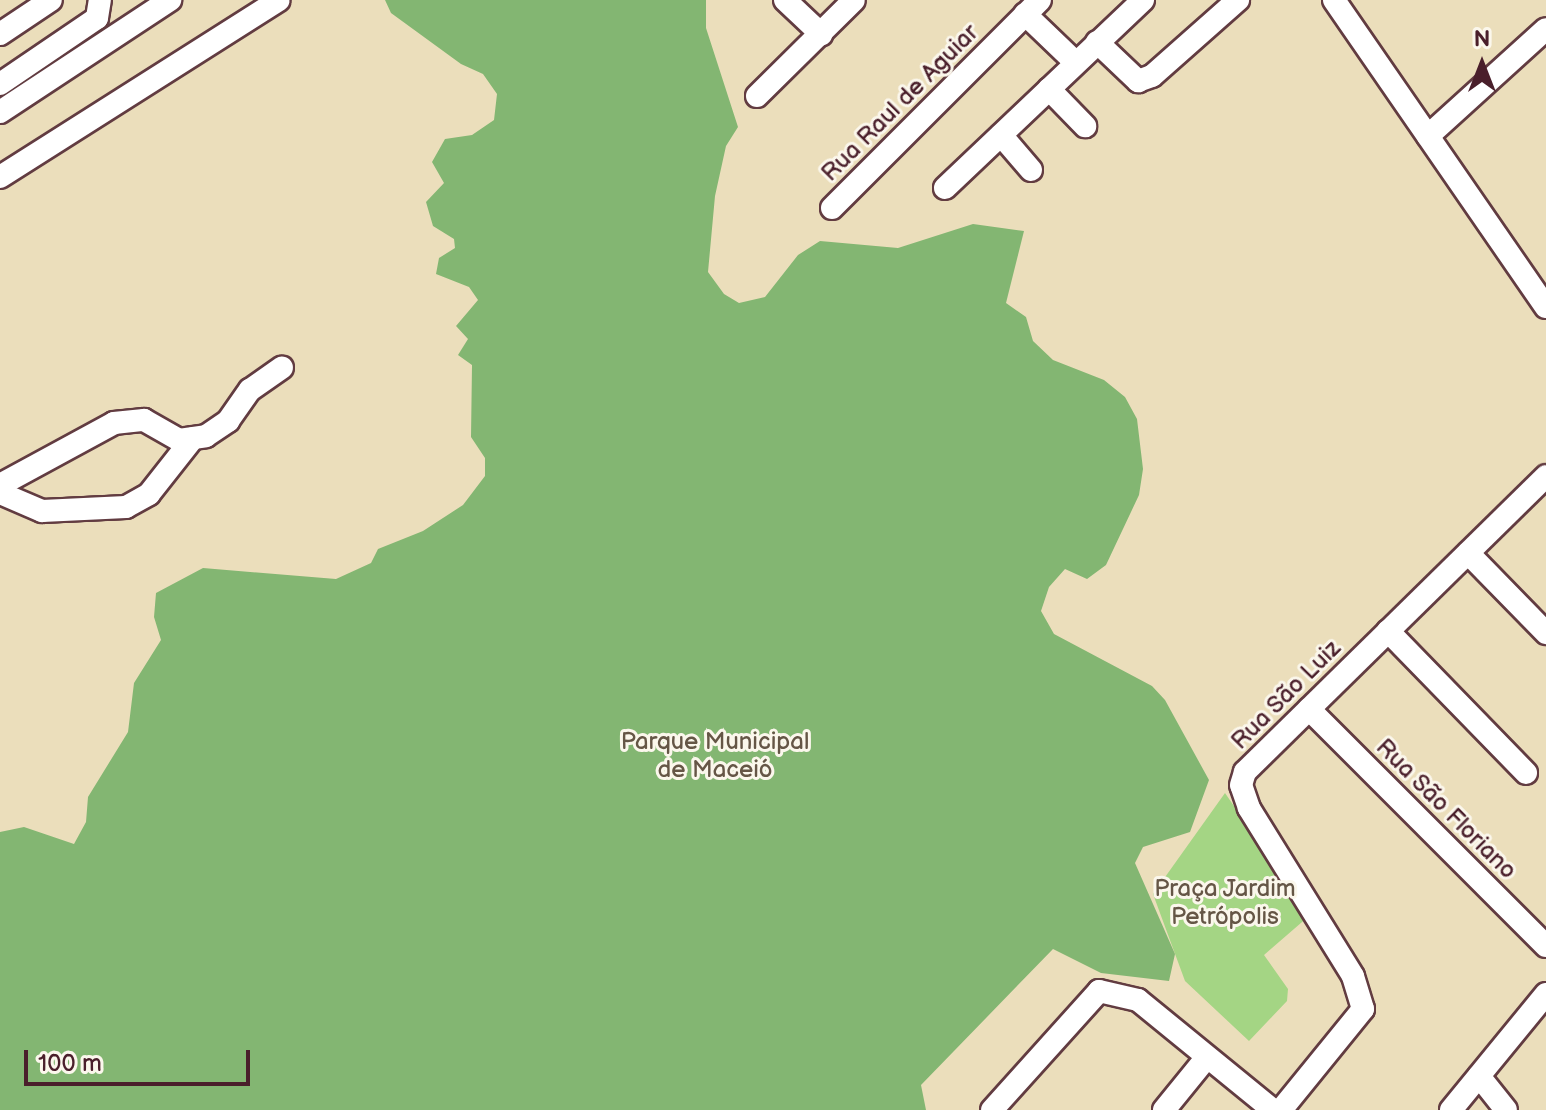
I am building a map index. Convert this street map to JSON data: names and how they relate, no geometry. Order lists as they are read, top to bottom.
{
  "streets": {
    "street": ["Rua Raul de Aguiar", "Rua São Luiz", "Rua São Floriano"]
  },
  "crossings": [
    ["Rua São Luiz", "Rua São Floriano"]
  ],
  "parks": ["Parque Municipal de Maceió", "Praça Jardim Petrópolis"],
  "scale_bar": "100 m",
  "north": "top"
}
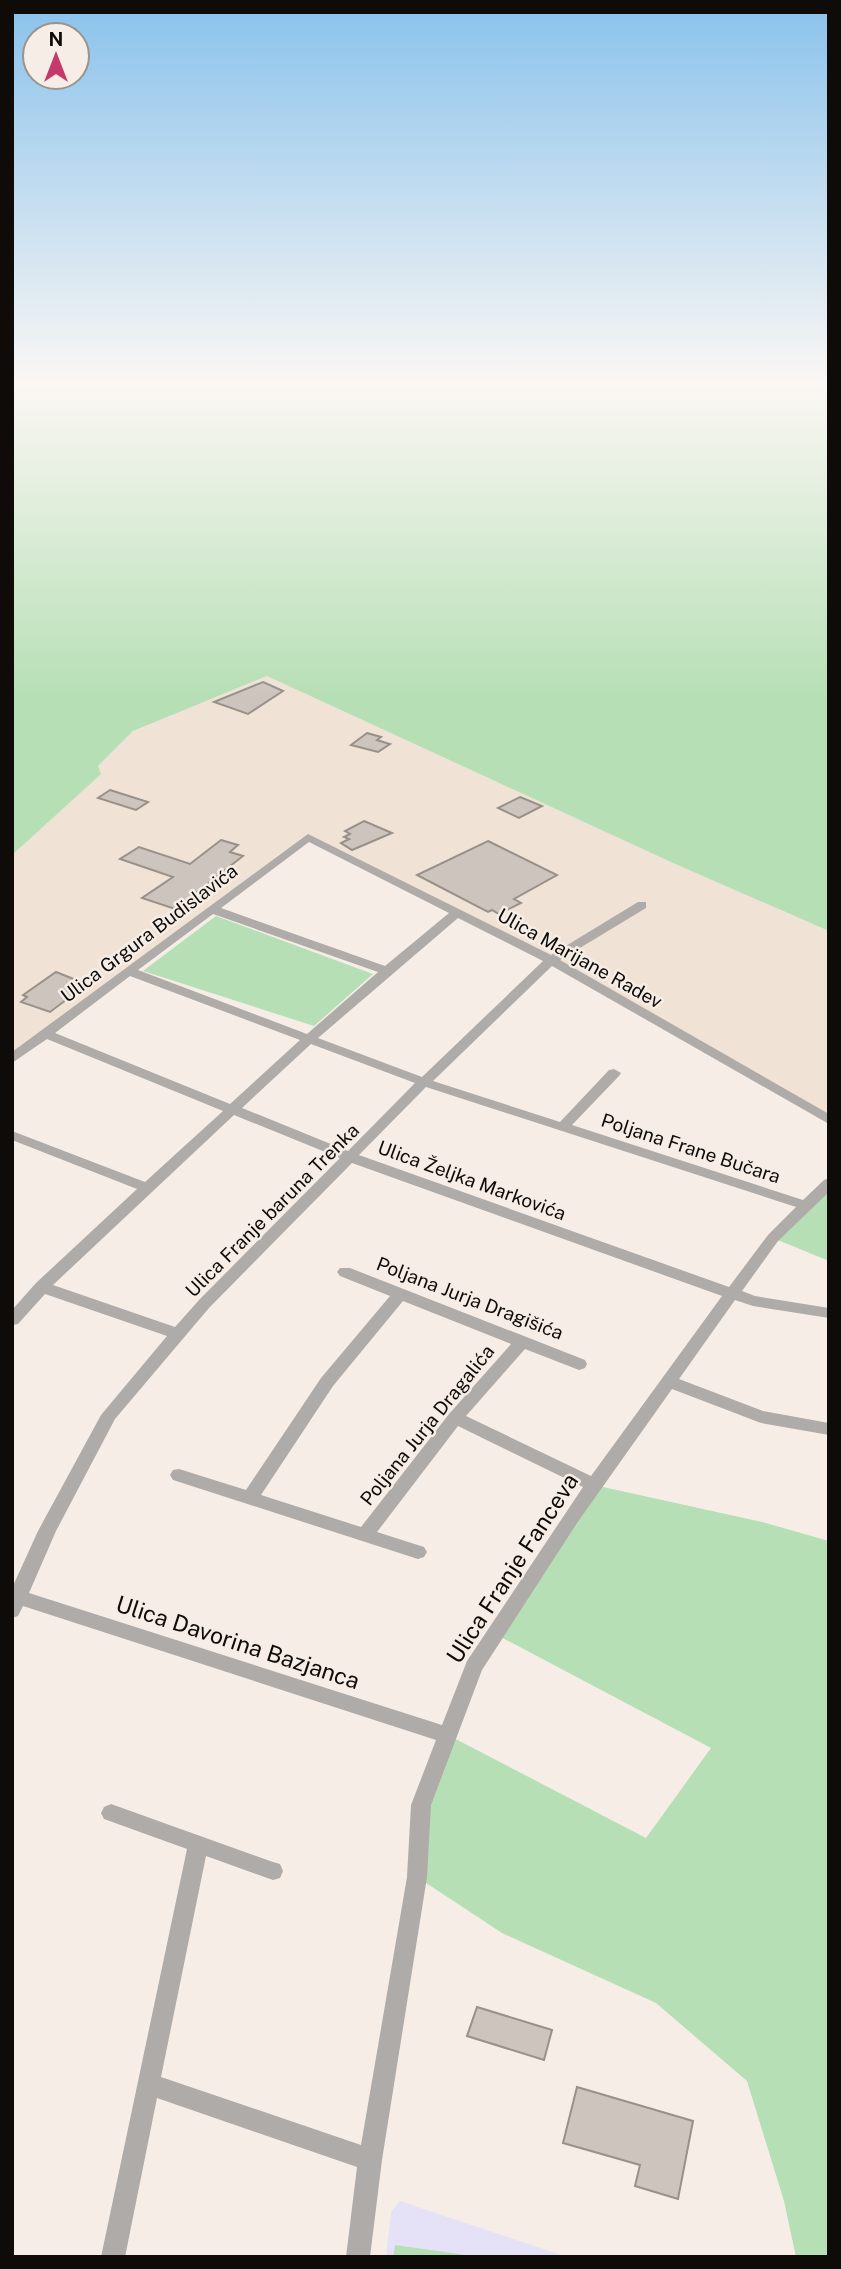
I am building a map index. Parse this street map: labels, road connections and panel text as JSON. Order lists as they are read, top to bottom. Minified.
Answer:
{"streets":{"street":["Ulica Grgura Budislavića","Ulica Marijane Radev","Poljana Frane Bučara","Ulica Željka Markovića","Ulica Franje baruna Trenka","Poljana Jurja Dragišića","Poljana Jurja Dragalića","Ulica Franje Fanceva","Ulica Davorina Bazjanca"]},"crossings":[["Ulica Grgura Budislavića","Ulica Marijane Radev"],["Ulica Grgura Budislavića","Poljana Frane Bučara"],["Ulica Grgura Budislavića","Ulica Željka Markovića"],["Ulica Marijane Radev","Ulica Franje baruna Trenka"],["Poljana Frane Bučara","Ulica Franje baruna Trenka"],["Poljana Frane Bučara","Ulica Franje Fanceva"],["Ulica Željka Markovića","Ulica Franje baruna Trenka"],["Ulica Željka Markovića","Ulica Franje Fanceva"],["Ulica Franje baruna Trenka","Ulica Davorina Bazjanca"],["Poljana Jurja Dragišića","Poljana Jurja Dragalića"],["Ulica Franje Fanceva","Ulica Davorina Bazjanca"]],"north":"top"}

● EXERCISE GOAL: Output exactly the line containing "I am building a map index. Parse" together with every line after it, ending at the final line of the entries.

● OUTPUT OF THE EXERCISE:
I am building a map index. Parse this street map: labels, road connections and panel text as JSON. Order lists as they are read, top to bottom. Minified.
Answer:
{"streets":{"street":["Ulica Grgura Budislavića","Ulica Marijane Radev","Poljana Frane Bučara","Ulica Željka Markovića","Ulica Franje baruna Trenka","Poljana Jurja Dragišića","Poljana Jurja Dragalića","Ulica Franje Fanceva","Ulica Davorina Bazjanca"]},"crossings":[["Ulica Grgura Budislavića","Ulica Marijane Radev"],["Ulica Grgura Budislavića","Poljana Frane Bučara"],["Ulica Grgura Budislavića","Ulica Željka Markovića"],["Ulica Marijane Radev","Ulica Franje baruna Trenka"],["Poljana Frane Bučara","Ulica Franje baruna Trenka"],["Poljana Frane Bučara","Ulica Franje Fanceva"],["Ulica Željka Markovića","Ulica Franje baruna Trenka"],["Ulica Željka Markovića","Ulica Franje Fanceva"],["Ulica Franje baruna Trenka","Ulica Davorina Bazjanca"],["Poljana Jurja Dragišića","Poljana Jurja Dragalića"],["Ulica Franje Fanceva","Ulica Davorina Bazjanca"]],"north":"top"}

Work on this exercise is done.